The maximum-likelihood incremental technique uses the previous map, current robot pose, and current nearby sensing to update the current map. While it is not probabilistic and hence avoids stochasticity, it is slow due to large processing needs.
Algorithms for Exteroceptive Sensors
Random Sampling and Consensus (RANSAC) is used for feature extraction, like edge detection using rangefinder readings, iteratively. It uses the information from rangefinders (an array of tuples of distance and bearing) coming through to create lines and consequently derive landmarks.
Iterative Closest Point is used on point cloud information for localization and data association purposes.
Optical flow is generated using algorithms like Lucas-Kanade on input images from onboard cameras to eventually derive corresponding geometric transformations and motion of the robot.
Motion Planning Algorithms
Once the environment is mapped, the robot is capable of autonomous navigation while avoiding dynamic obstacles. When the robot is instructed to travel from one point to another, the motion planning algorithm defines the pipeline for finding a path for the motion and the ideal motion profile for the robot.
Usually, hierarchical planners are implemented in such motion planning tasks. The pipeline uses global planners for high-level planning over the predefined static maps and local planners for dynamic intermediate path planning along the path proposed by the former.
Common global planning algorithms include search-based planners like A*, Djikstra, and several other variants as well as sampling-based planners like RRT, PRM, and their variants. Local planners used in industry and academia alike include the trajectory rollout algorithm, dynamic windowing algorithm, and timed-elastic band planner.
- Kalman filter and Extended Kalman filter are used for sensor fusion for linear and non-linear systems respectively.
- Particle filter is a non-parametric version of the localization filters that uses multiple particle hypothesis for state estimation
- SIFT, SURF, ORB, and BRIEF are several algorithms for image feature extraction in visual SLAM applications.
- Deep-learning-based object detection, tracking, and recognition algorithms are used to determine the presence of obstacles, monitor their motion for potential collision prediction/avoidance, and obstacle classification respectively.
- Collision detection in dynamic environments is done by preempting motion and running collision checks for the robot footprint against potential 2D area overlap with elements in the scene.
- Motion prediction for different objects in the scene obtained object classification helps in avoid or preempt collisions.

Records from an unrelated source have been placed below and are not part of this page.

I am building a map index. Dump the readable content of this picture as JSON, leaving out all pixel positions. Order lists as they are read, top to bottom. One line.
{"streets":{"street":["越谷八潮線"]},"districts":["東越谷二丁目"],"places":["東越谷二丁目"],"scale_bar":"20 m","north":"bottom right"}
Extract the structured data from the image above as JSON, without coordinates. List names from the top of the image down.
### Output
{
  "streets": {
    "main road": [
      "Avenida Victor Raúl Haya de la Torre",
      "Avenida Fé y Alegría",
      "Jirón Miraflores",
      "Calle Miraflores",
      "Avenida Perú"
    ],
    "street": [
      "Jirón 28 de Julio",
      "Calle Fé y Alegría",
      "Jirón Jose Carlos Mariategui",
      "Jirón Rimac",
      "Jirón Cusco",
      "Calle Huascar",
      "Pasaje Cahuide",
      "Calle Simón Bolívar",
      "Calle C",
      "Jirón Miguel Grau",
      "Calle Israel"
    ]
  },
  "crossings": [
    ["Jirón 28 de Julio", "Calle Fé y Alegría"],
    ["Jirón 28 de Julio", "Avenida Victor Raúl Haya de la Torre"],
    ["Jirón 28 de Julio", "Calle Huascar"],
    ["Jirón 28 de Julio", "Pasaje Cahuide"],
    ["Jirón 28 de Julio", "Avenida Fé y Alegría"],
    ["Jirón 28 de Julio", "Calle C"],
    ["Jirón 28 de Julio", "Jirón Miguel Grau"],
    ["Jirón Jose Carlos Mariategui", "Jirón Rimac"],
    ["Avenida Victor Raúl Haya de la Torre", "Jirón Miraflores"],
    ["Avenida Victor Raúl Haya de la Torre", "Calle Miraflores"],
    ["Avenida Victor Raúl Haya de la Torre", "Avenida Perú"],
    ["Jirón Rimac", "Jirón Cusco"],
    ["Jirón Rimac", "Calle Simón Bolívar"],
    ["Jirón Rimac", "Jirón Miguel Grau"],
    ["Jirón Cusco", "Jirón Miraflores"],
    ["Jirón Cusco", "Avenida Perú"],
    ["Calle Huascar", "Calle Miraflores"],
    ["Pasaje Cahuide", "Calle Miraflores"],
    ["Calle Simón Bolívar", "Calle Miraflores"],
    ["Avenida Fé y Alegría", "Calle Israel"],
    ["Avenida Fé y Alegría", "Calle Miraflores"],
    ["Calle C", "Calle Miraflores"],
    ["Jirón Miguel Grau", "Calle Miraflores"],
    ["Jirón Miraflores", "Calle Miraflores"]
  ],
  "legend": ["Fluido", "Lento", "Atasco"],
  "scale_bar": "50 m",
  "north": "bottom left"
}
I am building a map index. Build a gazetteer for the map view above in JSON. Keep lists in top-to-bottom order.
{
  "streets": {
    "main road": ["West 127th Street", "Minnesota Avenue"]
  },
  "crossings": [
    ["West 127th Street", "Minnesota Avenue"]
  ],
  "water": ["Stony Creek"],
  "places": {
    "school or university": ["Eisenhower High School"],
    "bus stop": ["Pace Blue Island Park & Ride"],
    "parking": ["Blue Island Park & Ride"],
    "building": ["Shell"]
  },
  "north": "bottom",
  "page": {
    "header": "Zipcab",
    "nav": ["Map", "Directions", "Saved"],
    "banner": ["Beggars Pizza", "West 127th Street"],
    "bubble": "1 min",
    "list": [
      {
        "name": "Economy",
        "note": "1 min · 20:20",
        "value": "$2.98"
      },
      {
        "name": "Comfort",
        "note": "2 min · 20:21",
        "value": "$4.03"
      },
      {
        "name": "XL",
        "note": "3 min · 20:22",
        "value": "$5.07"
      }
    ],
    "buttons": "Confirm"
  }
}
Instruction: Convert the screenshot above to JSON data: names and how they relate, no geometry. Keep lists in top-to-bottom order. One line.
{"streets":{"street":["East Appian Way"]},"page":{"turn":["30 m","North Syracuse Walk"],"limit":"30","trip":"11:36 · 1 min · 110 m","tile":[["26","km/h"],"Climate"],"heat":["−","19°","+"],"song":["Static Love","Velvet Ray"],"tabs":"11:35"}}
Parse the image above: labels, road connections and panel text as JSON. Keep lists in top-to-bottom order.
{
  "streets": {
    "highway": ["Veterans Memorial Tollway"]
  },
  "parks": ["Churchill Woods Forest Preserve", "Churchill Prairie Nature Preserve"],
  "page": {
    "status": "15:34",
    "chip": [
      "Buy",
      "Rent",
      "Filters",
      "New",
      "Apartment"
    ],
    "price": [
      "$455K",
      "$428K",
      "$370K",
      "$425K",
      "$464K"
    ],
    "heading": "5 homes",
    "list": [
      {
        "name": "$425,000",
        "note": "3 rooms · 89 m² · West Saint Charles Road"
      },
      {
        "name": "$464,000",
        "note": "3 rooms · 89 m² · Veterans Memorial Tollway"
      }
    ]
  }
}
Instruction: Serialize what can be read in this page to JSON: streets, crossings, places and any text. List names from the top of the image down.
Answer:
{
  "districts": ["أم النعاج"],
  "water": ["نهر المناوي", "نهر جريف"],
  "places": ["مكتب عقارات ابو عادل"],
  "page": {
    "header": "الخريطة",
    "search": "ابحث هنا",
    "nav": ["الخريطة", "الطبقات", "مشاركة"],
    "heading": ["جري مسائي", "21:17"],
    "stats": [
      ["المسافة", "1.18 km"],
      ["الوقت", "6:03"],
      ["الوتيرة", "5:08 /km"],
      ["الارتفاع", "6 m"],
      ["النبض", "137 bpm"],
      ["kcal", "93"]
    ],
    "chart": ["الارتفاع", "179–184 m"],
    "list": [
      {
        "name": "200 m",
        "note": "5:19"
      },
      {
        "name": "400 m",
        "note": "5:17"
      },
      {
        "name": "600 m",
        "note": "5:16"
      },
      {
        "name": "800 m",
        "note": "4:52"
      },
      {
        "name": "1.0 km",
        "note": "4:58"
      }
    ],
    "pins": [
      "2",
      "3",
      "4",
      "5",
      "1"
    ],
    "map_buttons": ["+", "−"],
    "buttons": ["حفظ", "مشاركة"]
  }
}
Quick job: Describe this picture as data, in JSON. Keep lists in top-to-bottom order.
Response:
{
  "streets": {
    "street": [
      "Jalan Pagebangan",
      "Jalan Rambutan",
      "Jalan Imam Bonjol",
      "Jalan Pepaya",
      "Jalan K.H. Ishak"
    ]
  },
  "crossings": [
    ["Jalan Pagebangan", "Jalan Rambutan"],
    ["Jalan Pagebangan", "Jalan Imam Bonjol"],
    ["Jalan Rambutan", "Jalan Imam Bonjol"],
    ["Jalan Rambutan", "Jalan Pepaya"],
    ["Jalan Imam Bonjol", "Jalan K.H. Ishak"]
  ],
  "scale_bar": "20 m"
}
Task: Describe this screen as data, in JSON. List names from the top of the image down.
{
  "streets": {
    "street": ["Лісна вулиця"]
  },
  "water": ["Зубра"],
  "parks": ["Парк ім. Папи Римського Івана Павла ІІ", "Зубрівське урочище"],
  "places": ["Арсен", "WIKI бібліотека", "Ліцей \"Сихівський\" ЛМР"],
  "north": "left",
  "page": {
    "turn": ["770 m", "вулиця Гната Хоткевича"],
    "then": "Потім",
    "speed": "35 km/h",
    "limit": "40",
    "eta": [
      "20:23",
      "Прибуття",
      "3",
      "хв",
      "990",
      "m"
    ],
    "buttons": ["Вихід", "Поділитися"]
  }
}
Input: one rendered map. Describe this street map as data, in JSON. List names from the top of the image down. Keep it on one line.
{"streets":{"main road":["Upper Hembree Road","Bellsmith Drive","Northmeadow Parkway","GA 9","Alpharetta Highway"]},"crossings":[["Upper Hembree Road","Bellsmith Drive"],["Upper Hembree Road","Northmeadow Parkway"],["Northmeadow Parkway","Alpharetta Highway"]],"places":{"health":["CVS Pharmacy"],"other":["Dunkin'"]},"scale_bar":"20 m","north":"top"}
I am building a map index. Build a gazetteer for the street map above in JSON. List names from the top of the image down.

Existing Software Solutions for SLAM
SLAM has been a research problem in the robotics industry and academia for decades. There are a few ready-to-use packages and libraries for SLAM or sub-problems of SLAM:
- Gmapping - Complete SLAM package (ROS Implementation)
- AMCL - Adaptive Monte Carlo Localization package for laser scanner-based 2D localization
- Robot_pose_ekf - ROS package to combine data from IMU, computer vision, and laser scanners for 3D robot pose estimation
- Rtabmap - Real-time Appearance-based mapping package for SLAM (ROS Implementation)
- ORBSLAM - Vision-based SLAM package for monocular, RGB-D, and stereo cameras
- Octomap - A library for 3D occupancy grids
Just the Beginning of Algorithms Used in SLAM
Many of the algorithms discussed in the article are used in the off-the-shelf libraries and software packages mentioned above. While this list is not exhaustive due to the sheer nature of how intangible SLAM research and development is today, this article covers the most common, robust, and successful (across substantial scenarios) algorithms deployed.
To conclude, SLAM is highly dependent on Kalman filters and sensors. This ends the introductory series of articles on SLAM and encourages users to explore the different aspects of SLAM.